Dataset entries
※ ※ ※

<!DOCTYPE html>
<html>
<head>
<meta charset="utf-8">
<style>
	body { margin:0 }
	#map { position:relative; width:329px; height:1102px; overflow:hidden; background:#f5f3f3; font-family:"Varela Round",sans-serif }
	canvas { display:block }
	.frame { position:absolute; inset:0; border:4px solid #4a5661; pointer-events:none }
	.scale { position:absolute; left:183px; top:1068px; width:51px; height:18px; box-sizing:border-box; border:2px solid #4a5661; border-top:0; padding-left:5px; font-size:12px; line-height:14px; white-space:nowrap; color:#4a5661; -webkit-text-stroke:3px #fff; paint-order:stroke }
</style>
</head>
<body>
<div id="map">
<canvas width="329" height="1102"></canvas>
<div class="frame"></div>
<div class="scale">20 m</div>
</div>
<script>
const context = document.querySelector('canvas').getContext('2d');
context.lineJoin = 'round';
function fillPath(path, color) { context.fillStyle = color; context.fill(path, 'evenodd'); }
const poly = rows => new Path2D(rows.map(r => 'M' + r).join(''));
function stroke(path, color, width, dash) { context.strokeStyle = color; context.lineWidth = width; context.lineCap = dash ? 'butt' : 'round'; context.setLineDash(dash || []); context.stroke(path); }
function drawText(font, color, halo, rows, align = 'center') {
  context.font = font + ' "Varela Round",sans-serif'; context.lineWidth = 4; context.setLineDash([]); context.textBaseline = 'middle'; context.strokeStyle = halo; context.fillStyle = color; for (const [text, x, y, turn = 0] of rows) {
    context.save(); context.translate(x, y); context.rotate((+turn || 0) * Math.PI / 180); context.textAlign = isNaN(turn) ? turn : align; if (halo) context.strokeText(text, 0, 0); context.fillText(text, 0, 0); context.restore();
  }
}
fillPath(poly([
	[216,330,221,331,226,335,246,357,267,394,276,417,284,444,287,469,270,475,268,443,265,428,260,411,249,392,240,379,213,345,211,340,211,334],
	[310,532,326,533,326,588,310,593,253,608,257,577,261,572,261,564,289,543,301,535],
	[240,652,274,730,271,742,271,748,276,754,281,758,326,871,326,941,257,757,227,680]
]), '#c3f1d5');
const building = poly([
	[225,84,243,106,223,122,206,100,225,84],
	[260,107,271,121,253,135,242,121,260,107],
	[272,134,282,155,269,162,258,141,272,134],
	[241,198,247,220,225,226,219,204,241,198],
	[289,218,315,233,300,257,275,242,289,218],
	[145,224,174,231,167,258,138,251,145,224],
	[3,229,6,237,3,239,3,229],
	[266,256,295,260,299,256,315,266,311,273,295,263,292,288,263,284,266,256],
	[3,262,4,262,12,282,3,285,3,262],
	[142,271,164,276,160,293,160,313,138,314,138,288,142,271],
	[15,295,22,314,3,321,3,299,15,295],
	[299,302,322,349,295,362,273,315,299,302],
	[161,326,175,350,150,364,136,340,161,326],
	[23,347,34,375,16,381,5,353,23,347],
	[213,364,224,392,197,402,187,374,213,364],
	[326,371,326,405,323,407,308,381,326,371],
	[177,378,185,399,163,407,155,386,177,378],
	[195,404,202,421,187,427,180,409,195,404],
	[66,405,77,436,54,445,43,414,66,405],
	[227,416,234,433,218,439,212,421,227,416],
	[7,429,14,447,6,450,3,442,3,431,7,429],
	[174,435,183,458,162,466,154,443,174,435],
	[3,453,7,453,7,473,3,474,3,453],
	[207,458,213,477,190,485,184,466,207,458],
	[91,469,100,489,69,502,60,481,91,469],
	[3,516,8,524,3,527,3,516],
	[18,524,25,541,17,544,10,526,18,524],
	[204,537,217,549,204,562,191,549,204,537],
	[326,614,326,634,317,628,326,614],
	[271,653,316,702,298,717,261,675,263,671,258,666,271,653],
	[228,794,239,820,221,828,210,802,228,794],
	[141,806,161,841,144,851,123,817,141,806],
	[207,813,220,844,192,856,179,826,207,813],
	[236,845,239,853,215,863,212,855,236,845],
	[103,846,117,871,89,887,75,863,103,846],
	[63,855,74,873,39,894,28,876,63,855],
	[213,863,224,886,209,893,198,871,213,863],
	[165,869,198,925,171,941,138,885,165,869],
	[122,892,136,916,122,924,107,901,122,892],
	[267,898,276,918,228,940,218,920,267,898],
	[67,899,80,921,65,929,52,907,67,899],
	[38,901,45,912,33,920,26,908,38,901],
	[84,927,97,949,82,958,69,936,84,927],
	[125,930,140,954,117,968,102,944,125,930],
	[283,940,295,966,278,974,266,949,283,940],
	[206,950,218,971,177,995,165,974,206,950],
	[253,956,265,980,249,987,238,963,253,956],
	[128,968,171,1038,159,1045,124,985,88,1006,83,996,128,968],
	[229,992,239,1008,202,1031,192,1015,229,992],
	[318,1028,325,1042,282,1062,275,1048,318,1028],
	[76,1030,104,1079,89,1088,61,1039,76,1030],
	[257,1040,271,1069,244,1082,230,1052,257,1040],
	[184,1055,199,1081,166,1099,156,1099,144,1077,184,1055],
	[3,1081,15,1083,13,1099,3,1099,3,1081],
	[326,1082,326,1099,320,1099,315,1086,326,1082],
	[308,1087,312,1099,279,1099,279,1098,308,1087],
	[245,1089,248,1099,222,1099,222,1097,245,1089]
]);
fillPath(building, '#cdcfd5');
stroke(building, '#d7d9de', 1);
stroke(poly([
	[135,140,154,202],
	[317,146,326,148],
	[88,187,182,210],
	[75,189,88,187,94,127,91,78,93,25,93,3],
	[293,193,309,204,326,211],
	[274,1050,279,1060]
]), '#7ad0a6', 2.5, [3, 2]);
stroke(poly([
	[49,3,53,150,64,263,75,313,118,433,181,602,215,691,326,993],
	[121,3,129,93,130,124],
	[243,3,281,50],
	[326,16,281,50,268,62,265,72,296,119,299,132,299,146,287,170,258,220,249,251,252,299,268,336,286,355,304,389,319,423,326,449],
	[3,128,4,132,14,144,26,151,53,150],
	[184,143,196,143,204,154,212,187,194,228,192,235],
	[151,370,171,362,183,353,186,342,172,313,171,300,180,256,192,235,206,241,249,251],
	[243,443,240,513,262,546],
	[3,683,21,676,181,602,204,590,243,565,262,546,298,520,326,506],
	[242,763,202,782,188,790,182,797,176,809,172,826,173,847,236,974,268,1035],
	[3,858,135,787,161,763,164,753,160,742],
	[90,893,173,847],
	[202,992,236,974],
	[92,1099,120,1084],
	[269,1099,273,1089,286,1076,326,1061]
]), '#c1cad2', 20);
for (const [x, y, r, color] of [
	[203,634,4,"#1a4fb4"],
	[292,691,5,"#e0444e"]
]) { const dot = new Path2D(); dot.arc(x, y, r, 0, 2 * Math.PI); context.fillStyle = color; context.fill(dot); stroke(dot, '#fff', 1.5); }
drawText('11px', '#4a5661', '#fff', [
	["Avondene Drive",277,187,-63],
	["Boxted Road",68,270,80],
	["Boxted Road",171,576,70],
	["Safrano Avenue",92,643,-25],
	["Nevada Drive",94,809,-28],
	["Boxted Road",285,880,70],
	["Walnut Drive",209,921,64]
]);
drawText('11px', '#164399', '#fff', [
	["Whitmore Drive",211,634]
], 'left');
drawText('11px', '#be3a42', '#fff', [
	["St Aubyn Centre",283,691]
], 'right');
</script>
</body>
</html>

※ ※ ※

**YOUR INSTRUCTIONS**. Working through the data above, find every line holding "function" and copy it.

**RESULT OF THIS EXERCISE**.
function fillPath(path, color) { context.fillStyle = color; context.fill(path, 'evenodd'); }
function stroke(path, color, width, dash) { context.strokeStyle = color; context.lineWidth = width; context.lineCap = dash ? 'butt' : 'round'; context.setLineDash(dash || []); context.stroke(path); }
function drawText(font, color, halo, rows, align = 'center') {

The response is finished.